Stored data entries

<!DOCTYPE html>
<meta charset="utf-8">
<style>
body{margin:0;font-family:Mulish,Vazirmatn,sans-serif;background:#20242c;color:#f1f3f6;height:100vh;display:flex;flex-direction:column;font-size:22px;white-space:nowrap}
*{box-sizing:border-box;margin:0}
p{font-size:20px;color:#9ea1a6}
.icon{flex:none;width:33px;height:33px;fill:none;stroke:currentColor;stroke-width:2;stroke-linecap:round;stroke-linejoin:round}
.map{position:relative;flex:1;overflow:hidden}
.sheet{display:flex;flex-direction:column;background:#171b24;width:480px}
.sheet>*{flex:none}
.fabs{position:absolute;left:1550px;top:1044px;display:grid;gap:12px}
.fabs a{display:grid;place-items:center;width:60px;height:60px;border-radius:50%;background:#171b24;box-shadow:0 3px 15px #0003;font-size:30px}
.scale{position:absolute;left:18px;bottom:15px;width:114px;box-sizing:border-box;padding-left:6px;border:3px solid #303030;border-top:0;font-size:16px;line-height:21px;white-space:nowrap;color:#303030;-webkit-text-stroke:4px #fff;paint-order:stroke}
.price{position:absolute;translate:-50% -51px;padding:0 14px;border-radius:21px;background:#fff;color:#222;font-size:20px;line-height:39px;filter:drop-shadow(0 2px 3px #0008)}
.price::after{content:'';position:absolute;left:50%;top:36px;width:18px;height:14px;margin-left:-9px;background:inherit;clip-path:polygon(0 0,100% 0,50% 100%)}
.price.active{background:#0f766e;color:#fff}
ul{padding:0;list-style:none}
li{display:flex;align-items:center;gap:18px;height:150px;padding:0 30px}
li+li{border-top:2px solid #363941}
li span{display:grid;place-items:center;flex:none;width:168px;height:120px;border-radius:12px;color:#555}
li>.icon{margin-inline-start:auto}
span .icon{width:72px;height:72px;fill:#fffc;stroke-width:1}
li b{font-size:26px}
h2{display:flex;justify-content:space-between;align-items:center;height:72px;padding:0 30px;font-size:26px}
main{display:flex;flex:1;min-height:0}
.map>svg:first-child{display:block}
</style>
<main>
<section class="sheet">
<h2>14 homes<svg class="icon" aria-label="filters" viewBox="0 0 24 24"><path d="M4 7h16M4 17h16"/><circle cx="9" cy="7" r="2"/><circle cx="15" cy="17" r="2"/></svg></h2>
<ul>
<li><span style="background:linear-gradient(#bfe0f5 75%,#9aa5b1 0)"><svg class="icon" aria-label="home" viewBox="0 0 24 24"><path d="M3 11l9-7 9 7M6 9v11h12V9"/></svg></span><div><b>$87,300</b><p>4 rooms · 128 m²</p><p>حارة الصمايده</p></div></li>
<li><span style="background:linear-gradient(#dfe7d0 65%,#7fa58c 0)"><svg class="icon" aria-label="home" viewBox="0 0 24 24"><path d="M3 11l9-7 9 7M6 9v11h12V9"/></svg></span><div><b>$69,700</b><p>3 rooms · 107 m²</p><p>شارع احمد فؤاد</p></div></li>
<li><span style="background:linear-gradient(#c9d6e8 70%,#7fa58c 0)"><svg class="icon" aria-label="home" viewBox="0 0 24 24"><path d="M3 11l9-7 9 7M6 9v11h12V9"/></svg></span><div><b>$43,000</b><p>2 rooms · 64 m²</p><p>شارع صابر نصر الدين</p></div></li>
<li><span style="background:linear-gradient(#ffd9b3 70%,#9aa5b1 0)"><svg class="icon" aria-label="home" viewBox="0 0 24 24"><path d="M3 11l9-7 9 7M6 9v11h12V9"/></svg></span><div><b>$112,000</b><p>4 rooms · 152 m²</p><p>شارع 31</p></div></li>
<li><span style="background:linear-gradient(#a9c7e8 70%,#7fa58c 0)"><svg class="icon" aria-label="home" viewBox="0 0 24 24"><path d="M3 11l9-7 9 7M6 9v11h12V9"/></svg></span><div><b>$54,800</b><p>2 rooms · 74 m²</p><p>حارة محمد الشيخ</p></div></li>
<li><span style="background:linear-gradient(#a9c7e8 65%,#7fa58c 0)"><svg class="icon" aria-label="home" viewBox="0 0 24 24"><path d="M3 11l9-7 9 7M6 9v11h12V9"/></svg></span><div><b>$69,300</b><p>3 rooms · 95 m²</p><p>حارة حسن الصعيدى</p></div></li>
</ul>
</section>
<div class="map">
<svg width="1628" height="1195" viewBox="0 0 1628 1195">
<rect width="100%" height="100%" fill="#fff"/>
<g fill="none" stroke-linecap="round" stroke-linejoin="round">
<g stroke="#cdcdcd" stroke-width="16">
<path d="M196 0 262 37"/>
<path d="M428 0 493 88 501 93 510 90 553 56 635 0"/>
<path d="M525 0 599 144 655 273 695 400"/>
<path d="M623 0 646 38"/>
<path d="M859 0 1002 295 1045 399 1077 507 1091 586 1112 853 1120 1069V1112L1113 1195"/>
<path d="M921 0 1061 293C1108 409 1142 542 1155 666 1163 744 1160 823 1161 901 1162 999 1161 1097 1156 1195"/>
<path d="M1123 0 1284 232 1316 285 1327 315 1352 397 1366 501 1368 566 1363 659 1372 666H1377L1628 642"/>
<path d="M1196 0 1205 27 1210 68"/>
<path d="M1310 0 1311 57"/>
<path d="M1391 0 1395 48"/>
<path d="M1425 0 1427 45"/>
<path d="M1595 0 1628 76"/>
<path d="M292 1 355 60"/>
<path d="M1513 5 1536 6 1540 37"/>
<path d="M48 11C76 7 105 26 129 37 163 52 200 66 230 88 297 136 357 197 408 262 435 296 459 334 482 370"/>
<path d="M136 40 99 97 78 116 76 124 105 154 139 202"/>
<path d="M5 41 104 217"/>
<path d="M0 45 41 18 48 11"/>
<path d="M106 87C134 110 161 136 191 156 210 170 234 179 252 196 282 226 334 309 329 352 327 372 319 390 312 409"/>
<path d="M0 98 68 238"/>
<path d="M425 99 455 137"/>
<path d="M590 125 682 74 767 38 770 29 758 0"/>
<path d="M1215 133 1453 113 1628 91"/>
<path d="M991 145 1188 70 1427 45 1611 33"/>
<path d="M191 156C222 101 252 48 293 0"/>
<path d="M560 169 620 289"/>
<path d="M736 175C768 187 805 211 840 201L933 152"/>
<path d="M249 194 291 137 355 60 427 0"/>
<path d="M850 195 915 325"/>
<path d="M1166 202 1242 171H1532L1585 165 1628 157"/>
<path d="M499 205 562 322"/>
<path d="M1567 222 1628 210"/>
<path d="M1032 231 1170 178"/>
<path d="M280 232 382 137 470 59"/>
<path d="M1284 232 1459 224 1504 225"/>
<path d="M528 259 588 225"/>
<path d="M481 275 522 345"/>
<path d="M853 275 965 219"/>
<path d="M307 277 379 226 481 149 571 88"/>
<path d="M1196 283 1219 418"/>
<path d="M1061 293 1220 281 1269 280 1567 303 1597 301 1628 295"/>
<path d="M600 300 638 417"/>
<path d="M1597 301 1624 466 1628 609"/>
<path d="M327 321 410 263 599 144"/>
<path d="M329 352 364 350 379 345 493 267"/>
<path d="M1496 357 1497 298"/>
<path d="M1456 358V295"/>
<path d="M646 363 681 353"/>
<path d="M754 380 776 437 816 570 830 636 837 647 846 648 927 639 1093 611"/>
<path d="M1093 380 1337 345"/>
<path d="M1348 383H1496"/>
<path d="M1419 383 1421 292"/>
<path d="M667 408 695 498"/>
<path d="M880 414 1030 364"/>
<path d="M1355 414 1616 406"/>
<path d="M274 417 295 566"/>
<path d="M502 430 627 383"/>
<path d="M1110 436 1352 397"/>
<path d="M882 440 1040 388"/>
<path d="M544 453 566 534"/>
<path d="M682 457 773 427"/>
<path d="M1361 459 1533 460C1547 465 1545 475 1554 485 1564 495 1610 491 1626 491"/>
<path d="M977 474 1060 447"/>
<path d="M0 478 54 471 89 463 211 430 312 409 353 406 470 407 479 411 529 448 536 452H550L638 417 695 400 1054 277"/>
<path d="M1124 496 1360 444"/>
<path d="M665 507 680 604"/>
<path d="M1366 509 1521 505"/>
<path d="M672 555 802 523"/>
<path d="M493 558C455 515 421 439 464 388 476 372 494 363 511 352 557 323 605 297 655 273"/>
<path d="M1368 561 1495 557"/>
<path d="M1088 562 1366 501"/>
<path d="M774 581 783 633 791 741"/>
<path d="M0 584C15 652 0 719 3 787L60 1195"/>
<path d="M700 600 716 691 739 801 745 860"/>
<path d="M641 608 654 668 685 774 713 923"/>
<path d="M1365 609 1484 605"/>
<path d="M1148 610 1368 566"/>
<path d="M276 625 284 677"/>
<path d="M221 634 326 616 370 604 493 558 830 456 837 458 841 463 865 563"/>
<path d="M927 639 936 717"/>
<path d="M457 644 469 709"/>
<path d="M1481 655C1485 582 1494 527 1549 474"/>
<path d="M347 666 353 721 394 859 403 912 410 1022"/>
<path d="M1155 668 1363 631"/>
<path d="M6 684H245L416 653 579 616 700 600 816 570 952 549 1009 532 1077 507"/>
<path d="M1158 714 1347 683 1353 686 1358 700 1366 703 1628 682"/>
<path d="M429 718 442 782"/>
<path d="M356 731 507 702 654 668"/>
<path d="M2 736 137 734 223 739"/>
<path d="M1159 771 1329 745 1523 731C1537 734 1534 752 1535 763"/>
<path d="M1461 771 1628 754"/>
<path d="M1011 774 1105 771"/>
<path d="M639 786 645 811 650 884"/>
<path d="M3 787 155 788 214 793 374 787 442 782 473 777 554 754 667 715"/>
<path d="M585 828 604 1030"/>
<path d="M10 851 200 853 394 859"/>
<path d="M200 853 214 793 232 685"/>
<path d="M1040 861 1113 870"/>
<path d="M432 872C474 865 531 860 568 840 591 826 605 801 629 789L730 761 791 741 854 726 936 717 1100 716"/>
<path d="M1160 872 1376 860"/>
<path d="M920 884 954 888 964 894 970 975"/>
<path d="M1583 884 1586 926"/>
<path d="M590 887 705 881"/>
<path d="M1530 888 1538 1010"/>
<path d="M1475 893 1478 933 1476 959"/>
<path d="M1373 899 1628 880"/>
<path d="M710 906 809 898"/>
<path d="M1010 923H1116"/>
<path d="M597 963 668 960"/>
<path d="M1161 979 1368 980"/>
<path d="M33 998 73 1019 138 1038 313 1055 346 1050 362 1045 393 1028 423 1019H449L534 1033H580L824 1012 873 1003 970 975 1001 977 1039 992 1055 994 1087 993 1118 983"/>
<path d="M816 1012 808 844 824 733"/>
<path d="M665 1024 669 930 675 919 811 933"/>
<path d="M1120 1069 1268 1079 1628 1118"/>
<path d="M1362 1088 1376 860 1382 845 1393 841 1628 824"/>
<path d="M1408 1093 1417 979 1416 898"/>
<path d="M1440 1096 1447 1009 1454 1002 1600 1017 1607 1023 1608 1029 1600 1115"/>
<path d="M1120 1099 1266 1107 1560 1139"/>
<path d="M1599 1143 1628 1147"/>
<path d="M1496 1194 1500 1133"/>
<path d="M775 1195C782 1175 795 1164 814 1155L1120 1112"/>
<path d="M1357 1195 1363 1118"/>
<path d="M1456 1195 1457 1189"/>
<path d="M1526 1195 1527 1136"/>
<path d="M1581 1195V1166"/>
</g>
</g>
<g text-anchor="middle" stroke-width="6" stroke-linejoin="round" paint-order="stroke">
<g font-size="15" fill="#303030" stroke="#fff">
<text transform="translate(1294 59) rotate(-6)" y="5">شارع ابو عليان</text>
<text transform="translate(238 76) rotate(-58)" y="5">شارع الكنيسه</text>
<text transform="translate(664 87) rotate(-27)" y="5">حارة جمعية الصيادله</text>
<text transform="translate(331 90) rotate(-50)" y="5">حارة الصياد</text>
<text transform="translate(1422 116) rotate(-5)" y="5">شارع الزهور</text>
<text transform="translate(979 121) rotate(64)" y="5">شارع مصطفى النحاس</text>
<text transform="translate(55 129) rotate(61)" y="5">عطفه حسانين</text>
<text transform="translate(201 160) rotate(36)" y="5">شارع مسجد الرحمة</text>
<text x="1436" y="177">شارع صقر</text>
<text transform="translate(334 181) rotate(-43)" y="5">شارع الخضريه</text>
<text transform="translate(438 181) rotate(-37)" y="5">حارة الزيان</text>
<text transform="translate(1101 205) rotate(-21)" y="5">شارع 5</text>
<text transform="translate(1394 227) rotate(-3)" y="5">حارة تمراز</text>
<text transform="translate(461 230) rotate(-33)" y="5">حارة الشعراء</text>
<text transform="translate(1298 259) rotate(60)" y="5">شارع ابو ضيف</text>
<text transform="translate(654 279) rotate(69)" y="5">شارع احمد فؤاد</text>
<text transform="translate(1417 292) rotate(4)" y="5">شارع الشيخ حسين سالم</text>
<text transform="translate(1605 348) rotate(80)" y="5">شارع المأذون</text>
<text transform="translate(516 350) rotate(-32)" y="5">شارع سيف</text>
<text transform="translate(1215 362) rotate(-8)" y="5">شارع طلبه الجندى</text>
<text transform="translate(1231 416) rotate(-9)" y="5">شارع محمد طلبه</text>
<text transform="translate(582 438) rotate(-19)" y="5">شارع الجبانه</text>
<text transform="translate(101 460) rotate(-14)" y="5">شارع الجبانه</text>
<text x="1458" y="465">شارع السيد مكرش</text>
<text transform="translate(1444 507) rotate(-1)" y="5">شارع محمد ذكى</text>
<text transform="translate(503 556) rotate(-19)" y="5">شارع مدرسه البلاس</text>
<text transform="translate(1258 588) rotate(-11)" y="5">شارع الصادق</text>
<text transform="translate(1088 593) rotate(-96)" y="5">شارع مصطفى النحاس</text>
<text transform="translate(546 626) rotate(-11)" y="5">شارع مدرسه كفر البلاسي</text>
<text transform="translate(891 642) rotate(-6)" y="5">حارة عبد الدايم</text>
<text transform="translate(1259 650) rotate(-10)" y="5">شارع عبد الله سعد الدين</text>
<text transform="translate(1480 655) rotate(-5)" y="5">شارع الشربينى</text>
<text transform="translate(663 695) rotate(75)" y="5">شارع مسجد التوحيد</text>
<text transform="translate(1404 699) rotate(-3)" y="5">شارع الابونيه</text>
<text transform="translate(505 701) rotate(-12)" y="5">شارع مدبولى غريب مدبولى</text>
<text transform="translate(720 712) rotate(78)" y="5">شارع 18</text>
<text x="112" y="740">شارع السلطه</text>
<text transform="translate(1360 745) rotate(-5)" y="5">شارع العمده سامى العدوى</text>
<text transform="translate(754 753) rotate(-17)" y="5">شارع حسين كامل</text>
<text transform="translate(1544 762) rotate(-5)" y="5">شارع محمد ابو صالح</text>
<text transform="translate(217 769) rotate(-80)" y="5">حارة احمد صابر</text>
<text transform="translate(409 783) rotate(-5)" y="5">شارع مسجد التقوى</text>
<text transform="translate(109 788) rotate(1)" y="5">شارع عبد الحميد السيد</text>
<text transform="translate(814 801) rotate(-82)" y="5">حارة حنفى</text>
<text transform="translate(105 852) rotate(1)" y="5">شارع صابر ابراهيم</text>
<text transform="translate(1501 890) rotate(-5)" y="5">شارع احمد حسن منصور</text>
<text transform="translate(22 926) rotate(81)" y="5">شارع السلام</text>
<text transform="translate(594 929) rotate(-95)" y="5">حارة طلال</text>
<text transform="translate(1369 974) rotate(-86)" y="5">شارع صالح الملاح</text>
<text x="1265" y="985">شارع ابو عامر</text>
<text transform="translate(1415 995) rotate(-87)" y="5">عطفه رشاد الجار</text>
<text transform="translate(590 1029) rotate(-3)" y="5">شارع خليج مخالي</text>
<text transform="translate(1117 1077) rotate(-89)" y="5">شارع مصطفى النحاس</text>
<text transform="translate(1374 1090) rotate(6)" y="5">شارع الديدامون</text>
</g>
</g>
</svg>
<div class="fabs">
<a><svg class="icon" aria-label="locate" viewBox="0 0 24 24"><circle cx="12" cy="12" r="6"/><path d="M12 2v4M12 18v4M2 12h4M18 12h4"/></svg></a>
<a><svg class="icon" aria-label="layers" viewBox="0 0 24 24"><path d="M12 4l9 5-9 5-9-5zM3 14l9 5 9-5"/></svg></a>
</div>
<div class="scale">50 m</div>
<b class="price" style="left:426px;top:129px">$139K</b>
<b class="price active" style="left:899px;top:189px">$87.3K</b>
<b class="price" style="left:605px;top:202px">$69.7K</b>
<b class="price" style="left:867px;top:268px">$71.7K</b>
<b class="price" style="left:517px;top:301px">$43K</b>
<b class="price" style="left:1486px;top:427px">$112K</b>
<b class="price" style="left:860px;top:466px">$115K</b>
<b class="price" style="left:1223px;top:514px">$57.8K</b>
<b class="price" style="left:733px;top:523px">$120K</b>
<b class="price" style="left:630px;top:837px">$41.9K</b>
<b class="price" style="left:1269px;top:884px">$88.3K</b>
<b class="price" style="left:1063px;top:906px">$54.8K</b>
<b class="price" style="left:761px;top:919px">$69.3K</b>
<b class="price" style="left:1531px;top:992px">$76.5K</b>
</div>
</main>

*INSTRUCTIONS FOR THE TASK*
Note how many lines in the data above contain "border", then state that number alone.

*SOLUTION TO THIS TASK*
6